Tiger's world: But Phil Mickelson is the form player going ino the Open

The big question is how Woods' nine-week lay off, taken around his father's death, is going to affect him. Can he possibly be operating on all cylinders when his last competitive round was on the Sunday of the Masters?

Woods himself says he is excited with the way he is playing and that he is here to win. Campbell, his Maori beliefs to the fore, is among those who believe that he could be all the more dangerous because of what has happened. "Tiger's going to be thinking that his dad is still with him... It's going to empower him," suggested the defending champion.

Another former US Open champion, 1973 winner Johnny Miller, has an interesting take on the Woods v Mickelson rivalry. "If," he suggested, "Phil were playing in a different group from Tiger on Saturday and Sunday, he'd be better than Tiger. But face to face, I think Tiger is still better than Phil." To make his point further, Miller added eloquently: "There are guys who can waltz round Tiger but they can't waltz with him."

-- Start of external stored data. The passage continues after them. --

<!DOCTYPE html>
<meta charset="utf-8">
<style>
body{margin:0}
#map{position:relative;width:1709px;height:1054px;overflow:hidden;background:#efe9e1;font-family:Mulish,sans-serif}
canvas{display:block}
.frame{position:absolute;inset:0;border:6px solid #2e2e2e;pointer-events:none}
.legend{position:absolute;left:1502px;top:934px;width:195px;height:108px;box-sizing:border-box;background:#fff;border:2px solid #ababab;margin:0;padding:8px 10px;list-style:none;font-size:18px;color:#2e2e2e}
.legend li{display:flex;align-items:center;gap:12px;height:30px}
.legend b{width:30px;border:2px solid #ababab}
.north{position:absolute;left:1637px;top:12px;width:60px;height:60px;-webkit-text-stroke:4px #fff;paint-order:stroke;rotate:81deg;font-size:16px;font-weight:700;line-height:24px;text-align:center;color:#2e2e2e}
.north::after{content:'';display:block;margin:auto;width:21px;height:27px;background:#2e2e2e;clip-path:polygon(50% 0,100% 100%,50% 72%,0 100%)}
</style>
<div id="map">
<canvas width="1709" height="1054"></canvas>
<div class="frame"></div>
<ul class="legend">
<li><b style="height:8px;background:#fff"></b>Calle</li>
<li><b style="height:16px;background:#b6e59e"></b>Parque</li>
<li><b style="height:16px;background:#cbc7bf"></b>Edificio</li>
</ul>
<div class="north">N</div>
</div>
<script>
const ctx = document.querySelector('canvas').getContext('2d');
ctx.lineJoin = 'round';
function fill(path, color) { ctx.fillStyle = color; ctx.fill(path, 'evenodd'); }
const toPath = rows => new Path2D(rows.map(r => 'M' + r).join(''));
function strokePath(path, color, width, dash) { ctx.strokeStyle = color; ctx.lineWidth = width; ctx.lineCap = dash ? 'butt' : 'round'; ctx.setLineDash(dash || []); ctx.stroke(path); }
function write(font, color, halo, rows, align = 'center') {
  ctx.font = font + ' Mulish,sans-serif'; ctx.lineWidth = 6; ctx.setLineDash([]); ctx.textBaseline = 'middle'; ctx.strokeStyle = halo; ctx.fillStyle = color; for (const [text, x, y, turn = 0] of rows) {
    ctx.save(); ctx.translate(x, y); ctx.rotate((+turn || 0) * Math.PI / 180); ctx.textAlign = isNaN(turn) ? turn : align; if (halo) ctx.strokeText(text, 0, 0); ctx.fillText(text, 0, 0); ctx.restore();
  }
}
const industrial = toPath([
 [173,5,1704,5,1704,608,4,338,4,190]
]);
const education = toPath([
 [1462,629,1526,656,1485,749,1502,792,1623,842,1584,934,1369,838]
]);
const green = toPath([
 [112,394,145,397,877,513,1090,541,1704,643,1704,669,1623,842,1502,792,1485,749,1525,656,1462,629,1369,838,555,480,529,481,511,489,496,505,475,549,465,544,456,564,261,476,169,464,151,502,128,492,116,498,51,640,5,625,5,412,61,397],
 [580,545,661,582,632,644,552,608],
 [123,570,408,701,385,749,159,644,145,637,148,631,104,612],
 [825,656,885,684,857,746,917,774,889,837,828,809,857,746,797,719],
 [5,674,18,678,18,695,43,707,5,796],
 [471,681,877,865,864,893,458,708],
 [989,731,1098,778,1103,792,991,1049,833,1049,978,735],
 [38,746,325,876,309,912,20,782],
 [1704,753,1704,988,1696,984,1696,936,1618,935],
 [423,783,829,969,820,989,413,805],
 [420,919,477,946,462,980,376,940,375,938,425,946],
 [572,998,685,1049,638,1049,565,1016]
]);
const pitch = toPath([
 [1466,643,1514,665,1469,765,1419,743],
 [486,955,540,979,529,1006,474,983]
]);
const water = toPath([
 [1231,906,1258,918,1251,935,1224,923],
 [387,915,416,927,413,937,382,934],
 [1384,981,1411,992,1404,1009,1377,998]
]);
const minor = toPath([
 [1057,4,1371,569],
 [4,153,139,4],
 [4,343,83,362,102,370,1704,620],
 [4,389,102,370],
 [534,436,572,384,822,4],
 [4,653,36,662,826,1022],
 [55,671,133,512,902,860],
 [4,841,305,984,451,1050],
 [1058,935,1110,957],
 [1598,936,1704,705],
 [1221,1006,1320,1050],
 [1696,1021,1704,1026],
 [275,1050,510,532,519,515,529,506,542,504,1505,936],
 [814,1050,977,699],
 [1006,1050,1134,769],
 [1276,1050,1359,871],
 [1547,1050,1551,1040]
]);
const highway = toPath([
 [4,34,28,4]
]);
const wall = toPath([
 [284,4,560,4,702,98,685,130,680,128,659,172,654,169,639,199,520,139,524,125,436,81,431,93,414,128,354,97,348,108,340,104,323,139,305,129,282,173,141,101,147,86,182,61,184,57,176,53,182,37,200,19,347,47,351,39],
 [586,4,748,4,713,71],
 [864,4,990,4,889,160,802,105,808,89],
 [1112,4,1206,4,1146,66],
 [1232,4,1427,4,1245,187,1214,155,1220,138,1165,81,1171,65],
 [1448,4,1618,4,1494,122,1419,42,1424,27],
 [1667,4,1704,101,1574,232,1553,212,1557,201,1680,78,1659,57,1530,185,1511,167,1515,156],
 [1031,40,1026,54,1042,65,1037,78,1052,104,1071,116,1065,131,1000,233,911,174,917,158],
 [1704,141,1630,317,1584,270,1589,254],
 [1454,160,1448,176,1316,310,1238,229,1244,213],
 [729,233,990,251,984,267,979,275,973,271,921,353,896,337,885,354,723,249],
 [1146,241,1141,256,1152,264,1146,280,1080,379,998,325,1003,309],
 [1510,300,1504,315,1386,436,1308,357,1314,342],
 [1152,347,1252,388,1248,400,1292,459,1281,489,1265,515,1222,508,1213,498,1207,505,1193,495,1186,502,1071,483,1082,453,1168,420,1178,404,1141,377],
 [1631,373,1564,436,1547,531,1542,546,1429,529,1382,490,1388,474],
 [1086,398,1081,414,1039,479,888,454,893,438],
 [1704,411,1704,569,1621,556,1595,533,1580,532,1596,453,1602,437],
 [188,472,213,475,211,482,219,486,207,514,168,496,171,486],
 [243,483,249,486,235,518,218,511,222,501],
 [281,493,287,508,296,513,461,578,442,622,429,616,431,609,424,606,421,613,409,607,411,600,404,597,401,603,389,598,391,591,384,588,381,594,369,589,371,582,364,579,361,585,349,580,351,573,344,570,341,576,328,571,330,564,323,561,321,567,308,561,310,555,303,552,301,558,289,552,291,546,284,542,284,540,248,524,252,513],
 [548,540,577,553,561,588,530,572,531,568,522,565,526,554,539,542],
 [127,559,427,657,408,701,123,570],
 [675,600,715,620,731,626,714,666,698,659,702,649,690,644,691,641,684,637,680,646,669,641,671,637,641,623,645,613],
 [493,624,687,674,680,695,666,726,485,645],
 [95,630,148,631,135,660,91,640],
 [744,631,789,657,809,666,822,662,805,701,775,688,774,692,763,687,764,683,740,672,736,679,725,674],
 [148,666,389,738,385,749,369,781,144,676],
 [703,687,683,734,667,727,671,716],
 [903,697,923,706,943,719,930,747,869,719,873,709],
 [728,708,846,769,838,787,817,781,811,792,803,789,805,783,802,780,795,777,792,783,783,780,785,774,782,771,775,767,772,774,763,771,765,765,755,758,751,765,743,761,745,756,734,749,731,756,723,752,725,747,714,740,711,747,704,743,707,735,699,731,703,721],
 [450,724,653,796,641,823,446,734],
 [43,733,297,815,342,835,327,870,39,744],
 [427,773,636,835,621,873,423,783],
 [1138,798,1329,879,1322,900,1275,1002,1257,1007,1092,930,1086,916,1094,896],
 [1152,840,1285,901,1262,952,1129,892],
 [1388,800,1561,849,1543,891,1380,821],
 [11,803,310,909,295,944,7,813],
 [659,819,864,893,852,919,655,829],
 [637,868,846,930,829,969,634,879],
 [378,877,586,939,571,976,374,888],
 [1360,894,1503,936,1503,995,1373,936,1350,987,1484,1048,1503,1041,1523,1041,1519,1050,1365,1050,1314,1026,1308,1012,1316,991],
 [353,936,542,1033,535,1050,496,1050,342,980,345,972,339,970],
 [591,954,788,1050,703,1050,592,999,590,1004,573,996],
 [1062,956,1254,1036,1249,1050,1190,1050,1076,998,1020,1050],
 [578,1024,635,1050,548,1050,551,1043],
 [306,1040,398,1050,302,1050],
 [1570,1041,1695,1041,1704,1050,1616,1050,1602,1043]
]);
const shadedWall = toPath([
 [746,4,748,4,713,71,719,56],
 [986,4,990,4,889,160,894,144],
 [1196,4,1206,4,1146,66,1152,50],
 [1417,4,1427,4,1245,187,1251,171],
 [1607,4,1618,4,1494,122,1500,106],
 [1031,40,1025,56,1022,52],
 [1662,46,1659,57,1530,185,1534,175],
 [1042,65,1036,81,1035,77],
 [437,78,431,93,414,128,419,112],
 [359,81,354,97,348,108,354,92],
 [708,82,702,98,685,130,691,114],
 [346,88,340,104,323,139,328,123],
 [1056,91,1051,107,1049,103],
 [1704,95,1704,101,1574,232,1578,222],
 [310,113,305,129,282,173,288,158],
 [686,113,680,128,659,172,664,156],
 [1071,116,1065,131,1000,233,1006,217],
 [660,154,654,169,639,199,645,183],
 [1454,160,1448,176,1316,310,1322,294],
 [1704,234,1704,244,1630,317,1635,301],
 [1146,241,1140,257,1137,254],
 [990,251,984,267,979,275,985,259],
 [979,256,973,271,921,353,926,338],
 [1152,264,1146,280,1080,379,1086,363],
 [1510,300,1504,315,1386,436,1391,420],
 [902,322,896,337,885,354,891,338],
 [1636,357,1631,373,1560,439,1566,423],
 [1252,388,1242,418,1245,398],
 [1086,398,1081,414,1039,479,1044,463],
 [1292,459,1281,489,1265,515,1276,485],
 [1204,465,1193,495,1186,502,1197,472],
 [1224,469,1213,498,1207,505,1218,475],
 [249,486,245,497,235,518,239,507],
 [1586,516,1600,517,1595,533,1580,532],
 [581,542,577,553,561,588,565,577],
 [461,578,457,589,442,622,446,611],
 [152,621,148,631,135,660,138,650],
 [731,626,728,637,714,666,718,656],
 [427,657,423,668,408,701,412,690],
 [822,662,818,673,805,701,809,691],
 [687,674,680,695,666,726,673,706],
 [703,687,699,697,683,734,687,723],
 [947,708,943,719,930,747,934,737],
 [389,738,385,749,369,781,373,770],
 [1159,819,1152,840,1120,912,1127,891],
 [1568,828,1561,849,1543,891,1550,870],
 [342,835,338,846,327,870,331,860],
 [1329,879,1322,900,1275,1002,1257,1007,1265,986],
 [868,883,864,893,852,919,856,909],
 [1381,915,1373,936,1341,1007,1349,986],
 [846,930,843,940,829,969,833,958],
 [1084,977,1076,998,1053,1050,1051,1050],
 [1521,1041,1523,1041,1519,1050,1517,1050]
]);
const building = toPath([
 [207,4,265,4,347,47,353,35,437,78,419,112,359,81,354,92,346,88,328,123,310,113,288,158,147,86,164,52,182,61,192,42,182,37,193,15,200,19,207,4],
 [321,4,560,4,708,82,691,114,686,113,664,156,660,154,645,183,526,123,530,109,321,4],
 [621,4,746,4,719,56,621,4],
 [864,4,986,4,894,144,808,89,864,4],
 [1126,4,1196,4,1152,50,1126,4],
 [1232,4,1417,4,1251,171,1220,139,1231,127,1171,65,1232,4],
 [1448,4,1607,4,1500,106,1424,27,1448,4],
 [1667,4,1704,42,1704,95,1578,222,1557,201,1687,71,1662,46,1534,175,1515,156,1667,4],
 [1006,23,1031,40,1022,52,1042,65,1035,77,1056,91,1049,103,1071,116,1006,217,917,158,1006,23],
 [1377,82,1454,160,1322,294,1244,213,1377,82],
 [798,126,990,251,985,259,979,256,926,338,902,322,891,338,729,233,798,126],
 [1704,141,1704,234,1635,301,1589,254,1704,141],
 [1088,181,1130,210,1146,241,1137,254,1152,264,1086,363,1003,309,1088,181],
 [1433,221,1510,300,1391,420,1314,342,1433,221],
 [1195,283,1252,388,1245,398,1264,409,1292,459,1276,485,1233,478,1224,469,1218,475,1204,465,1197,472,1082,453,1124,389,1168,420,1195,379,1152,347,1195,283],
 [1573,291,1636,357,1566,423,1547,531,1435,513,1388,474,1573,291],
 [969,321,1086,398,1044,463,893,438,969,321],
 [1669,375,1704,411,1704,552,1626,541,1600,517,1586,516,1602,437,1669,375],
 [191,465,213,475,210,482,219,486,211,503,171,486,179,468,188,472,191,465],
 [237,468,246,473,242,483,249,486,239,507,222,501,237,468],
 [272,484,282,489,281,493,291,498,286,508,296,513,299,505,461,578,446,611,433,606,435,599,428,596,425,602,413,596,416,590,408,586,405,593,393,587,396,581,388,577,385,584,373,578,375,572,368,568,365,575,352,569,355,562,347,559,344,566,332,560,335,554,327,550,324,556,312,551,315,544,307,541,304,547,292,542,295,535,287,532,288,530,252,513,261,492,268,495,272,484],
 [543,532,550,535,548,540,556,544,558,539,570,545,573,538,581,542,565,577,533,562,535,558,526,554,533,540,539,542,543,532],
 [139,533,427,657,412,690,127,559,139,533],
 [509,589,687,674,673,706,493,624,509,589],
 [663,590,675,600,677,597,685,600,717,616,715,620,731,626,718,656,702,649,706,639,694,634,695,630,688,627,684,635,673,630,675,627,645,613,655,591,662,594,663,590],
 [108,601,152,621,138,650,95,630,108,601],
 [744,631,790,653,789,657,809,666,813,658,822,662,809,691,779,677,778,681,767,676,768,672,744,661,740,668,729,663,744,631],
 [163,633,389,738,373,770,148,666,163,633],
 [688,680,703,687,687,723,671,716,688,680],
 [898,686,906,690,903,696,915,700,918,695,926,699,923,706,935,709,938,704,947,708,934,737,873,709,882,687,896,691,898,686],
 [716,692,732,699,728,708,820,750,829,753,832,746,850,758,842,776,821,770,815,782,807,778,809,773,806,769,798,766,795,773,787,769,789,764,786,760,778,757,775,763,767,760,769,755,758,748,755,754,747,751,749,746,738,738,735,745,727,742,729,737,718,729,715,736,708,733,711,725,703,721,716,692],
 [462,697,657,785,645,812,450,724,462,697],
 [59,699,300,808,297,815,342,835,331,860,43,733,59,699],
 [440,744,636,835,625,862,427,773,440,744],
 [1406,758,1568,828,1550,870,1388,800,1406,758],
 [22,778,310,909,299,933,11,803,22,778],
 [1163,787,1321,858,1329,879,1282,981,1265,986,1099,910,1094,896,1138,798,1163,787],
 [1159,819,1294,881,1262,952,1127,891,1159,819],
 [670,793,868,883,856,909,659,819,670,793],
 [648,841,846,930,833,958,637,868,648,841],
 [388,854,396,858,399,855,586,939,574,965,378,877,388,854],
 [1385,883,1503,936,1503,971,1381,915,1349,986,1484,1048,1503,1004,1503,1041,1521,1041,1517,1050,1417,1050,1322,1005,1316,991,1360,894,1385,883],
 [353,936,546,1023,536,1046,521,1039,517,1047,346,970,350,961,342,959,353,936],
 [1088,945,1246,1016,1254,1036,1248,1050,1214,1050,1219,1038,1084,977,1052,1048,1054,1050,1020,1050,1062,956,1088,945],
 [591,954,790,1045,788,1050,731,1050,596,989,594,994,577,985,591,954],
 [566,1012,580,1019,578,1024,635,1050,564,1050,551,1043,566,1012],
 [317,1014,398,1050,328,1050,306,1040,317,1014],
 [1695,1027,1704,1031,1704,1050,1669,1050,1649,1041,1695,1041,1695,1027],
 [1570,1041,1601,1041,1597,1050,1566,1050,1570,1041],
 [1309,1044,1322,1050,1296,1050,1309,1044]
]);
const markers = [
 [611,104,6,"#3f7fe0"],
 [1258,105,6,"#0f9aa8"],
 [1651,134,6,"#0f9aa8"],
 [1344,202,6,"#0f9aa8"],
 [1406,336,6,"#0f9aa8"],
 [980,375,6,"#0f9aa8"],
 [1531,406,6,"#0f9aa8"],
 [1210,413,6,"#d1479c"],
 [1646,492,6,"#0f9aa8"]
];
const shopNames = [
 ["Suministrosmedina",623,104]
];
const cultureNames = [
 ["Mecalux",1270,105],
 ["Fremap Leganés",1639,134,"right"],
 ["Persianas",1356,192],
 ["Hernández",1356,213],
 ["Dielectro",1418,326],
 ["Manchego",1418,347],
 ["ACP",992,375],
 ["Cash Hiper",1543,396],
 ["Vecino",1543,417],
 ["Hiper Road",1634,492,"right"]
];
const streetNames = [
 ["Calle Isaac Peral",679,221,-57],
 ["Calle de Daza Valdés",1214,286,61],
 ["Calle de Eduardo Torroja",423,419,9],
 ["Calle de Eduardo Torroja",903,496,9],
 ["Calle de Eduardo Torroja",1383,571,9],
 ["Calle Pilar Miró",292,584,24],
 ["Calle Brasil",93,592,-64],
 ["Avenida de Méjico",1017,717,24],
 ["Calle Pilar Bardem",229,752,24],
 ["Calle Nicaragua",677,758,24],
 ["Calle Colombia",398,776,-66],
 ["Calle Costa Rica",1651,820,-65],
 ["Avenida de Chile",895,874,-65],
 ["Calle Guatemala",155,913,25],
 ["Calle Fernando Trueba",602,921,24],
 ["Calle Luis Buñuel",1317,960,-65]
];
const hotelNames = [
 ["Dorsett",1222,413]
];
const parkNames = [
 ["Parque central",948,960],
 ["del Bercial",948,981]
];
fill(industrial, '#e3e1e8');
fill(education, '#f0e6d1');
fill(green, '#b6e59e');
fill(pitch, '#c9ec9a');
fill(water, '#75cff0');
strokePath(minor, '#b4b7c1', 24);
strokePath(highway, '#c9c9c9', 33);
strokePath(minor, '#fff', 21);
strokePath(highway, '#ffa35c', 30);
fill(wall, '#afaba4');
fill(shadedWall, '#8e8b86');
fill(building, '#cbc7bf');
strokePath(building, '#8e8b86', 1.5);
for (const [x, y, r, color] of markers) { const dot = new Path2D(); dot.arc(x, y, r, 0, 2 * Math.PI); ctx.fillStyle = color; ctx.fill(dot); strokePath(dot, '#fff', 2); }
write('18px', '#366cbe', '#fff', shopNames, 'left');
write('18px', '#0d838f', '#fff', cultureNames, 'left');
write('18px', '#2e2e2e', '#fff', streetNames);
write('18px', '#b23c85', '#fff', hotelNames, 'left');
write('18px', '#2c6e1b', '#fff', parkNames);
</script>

Mickelson, who has spent 10 days practising at Winged Foot, has said nothing to contradict the Miller view. In truth, there were many who liked Mickelson rather more as he conceded: "This is Tiger's world, I just live in it."

Out of an encouragingly sizeable European contingent, David Howell and Luke Donald would seem to offer the best chance of a first British US Open victory since Tony Jacklin won at Hazeltine in 1970.

Howell, whose ranking has now risen to ninth in the world, just ahead of Donald (11th), laughs at the memory of his first US Open, at nearby Bethpage Black in 2002. He was coming back from a broken arm and knew it was too soon to be testing the limb. However, on the grounds that it might be his only chance to play in a US Open, he decided to give it a go - and duly missed the cut.

At that stage, Howell was under the impression that the top players were better than they really were. "I would look at someone like Lee Janzen, who had won two US Opens, and my jaw would drop," he recalls. "It took me years to appreciate that even if someone has won a couple of these things, it doesn't mean he is going to play like a major champion every day of the week."

Looking back at his own golf game in 2002, Howell will tell you that he was "an OK player" but one who was light years removed from being able to cope with a US Open venue.

Today, like Donald, he has all the right credentials to compete. Aside from a share of 11th place in last year's Masters, he defeated Woods down the stretch in the 2006 HSBC Champions Tournament in Shanghai last November, and more recently he won the BMW Championship at Wentworth. "I look around this week and there's no one here I haven't beaten before," he notes.

This morning Howell will be watching the golf on television prior to a starting time which ruins any possibility of him getting stuck into England's World Cup game. The idea, here, is to get a feel for the course. "If 30 or 40 people are two or three under par, you know that it's going be very playable and you set your sights accordingly," he said.

Meanwhile, there was a question which had to be asked of Niclas Fasth yesterday. Did he have any new clubs in his bag? "I'm not going to tell you," laughed the Swede, who knew at once that his guilty secret was out - namely that he and Denmark's Thomas Bjorn are both doing what you would not believe of two full-blooded males in carrying a Callaway nine-wood.

Though Bjorn was beginning to have second thoughts, a nine-wood is apparently the perfect answer to escaping the first cut of the Winged Foot rough.